We always enjoy a great lunch at the supermarket restaurant; for a cost ranging from $3.98 to $6.58 for both of us.  Can’t buy food and cook your own meals for that price.  The soup yesterday was called Sopa de Res.  Our dictionary says that res means animal.  So, they were serving animal soup.  We opted not to try that particular delicacy.  Bill had huge servings of black beans and rice, and I had a Caesar salad.  We both had a soft drink.  The total was $3.98.  Gotta love it.

A few more observations.  One is that some of the Europeans on the bus from the marina to the supermarket are the worst people in the world about not tipping.  And most of them have apparently never discovered deodorant.  This is especially true of the German cruisers.  We cannot believe that they can’t tip the young man who boxes their groceries and loads them into the truck and then unloads them at the marina.  You are only requested to tip this guy 2500 Bolivars per person; so 5,000 per couple.  At the current rate of exchange, that is a whopping $1.43.  This young guy must buy his own boxing tape and black markers to mark the box.  Tipping him $1.43 for his boxing and carrying services is dirt cheap.  And these cheap-ass cruisers are stiffing him on the tip.  What trashy people.  I am proud to say that we have not seen one American ignore the expected tip.  I’m sure there are cheap Americans too, but we just haven’t seen any acting quite that cheap.

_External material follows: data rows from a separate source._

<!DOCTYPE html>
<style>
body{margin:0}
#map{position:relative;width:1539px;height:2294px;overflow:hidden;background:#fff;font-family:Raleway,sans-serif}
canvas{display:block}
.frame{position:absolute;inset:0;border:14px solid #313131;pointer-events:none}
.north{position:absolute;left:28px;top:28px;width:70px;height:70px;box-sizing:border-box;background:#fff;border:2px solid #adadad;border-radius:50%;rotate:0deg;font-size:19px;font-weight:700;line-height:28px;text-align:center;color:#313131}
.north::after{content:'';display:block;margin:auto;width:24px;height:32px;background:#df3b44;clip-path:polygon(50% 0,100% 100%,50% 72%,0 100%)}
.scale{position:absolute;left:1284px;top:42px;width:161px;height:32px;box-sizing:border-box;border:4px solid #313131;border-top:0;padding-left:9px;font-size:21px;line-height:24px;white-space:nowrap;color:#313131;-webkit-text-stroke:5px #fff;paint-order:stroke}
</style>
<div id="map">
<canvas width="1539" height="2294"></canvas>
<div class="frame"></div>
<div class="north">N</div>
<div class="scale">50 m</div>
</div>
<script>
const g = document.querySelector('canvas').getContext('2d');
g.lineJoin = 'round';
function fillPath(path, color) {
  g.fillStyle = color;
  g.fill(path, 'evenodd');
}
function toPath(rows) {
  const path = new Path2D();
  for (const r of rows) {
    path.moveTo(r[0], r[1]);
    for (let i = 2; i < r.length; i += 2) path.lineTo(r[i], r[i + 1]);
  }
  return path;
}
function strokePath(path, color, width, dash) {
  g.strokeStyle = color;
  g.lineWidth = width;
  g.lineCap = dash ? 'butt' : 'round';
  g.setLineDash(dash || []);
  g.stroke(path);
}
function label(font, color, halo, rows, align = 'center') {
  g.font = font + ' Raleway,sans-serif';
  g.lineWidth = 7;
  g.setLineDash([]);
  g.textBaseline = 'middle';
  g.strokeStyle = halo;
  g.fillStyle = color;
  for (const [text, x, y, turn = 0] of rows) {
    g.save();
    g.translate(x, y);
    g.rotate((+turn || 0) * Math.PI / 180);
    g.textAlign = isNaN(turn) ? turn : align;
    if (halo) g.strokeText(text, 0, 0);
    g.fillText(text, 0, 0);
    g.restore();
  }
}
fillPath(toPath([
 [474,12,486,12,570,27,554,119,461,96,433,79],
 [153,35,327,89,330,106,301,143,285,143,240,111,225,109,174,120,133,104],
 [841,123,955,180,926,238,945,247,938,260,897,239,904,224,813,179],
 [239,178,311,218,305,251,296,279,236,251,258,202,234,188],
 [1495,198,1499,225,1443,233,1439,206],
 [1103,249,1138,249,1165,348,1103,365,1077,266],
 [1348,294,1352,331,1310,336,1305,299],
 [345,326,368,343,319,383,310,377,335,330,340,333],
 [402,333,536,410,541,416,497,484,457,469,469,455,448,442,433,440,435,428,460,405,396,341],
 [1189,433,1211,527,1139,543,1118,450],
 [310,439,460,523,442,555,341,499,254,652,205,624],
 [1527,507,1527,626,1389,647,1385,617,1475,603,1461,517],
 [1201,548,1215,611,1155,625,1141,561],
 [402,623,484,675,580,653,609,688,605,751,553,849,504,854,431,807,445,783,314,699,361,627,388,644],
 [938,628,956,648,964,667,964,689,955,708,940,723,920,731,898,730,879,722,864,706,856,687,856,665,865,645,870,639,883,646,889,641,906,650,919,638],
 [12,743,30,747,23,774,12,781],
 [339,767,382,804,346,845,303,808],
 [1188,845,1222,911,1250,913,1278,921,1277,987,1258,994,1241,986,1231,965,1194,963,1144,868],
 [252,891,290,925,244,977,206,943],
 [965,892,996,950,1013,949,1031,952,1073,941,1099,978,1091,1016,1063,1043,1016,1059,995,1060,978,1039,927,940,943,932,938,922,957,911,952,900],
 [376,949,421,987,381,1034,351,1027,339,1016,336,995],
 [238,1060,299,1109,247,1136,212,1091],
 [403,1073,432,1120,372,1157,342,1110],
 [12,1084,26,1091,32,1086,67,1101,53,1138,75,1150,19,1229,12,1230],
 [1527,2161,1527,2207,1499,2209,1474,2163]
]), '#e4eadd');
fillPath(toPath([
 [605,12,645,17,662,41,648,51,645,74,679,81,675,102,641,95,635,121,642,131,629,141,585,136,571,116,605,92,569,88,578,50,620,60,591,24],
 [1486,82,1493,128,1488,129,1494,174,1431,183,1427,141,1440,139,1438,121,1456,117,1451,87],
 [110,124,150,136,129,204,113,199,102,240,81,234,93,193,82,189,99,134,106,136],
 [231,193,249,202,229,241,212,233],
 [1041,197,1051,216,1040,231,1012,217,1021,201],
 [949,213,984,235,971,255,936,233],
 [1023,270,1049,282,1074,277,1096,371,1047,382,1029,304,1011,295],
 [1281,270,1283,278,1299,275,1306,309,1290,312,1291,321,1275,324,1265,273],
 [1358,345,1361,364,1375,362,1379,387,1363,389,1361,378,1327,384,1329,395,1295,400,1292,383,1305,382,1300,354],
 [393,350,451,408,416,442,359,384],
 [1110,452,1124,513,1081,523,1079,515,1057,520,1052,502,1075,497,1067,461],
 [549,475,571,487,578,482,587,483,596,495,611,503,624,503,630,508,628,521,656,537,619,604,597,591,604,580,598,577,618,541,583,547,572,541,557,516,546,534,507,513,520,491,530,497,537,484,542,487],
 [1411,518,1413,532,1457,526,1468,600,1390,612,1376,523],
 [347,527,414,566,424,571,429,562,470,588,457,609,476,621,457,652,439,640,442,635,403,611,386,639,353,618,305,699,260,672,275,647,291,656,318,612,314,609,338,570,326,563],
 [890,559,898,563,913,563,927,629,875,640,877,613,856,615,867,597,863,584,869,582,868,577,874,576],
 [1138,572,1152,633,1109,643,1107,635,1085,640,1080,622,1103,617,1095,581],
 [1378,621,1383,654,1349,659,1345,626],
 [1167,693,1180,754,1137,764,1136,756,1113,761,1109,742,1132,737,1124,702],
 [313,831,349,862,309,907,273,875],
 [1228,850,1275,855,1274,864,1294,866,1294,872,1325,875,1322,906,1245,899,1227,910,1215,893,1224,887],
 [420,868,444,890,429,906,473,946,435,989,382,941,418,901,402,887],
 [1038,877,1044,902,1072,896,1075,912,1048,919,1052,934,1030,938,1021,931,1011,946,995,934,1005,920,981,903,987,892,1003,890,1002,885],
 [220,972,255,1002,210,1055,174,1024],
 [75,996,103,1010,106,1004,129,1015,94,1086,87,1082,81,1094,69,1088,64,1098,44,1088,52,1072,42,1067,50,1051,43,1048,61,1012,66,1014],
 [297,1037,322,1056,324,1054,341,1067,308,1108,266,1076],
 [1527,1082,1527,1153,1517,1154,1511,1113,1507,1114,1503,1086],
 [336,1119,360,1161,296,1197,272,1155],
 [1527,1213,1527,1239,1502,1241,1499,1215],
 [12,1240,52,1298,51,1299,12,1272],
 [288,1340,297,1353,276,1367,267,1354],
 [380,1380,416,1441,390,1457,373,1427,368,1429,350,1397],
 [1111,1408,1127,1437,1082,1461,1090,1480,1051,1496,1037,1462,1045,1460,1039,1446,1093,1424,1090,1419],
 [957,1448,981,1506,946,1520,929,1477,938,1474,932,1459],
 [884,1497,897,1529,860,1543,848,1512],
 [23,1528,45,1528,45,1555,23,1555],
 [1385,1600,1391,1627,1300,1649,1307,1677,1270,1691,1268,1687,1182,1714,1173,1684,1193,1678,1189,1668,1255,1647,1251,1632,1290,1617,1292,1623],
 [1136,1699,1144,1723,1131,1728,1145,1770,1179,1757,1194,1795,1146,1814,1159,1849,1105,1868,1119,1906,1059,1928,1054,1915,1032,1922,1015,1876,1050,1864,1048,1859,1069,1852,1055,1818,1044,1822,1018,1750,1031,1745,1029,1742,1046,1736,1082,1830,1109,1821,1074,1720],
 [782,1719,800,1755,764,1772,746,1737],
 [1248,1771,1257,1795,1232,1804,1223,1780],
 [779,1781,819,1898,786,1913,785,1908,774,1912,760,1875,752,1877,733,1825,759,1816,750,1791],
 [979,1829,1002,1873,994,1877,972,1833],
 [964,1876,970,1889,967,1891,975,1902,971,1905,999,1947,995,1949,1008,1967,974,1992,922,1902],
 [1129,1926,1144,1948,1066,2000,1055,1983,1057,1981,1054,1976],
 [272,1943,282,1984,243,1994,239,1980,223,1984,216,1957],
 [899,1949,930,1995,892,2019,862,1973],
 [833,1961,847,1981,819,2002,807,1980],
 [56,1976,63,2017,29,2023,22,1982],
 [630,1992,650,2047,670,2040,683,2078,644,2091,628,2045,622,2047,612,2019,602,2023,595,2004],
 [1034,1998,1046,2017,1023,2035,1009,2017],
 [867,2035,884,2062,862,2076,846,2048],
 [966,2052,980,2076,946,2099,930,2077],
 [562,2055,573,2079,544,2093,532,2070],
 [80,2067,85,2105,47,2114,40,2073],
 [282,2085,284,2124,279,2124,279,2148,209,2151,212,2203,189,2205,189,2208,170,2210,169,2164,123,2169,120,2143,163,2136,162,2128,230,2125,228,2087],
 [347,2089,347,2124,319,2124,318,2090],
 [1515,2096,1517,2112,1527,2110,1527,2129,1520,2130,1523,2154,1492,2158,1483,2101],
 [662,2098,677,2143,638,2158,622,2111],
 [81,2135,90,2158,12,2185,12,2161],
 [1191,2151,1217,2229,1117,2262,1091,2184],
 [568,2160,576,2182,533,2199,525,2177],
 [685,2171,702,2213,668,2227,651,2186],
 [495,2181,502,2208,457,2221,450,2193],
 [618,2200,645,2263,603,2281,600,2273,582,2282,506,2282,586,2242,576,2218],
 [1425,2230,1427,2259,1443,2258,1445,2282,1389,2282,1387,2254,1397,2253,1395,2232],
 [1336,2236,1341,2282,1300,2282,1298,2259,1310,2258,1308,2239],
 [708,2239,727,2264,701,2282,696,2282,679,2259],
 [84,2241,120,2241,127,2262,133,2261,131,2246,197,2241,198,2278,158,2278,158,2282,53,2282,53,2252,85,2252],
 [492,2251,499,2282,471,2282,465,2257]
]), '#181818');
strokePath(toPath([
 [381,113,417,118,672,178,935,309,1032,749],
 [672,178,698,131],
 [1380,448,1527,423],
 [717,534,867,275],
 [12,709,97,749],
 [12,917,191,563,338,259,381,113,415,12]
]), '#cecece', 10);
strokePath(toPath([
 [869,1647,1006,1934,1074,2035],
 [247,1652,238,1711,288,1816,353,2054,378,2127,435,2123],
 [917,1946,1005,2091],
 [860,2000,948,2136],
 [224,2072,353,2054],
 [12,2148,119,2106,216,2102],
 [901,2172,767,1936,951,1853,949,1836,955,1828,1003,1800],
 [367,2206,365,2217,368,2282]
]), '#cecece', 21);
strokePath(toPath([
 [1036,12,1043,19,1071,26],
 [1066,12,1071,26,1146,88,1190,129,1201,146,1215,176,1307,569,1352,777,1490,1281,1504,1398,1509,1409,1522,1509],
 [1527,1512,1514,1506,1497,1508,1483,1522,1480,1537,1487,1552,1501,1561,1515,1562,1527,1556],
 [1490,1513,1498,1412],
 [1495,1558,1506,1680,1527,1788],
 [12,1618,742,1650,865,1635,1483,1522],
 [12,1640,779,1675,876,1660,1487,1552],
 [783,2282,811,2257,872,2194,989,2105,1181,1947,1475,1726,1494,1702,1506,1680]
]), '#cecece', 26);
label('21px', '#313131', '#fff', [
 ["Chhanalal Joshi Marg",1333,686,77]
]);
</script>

This observation is about the homes of the poor people on the main boulevards.  Someone (Chavez government?) has built pastel colored facades in front of these homes.  These are attractive and have white doors and window sills, etc.  This is obviously done to hide the poorest of the poor.  But when going down the street in a bus or taxi you can often see inside some of the open doors.  The level of poverty exhibited through these open doors is shocking.  Some of these are worse than the worst living conditions that we have seen in Mexico.  They have nothing but dirt ground and pieces of tin strung together as a partial shelter.  Stones on the ground make a “stove.”  No plumbing of any kind.  These people have no hope of rising above this level of poverty.  Contrary to what the media in the US says, Chavez is good for the poor people.  He is providing them with free medical care and unbelievably inexpensive medications; price controls on all basic foods; and all government workers and military just got a 30% increase in wages.  No wonder they re-elect him.  Bill says that democracy is not for all countries, especially one like Venezuela.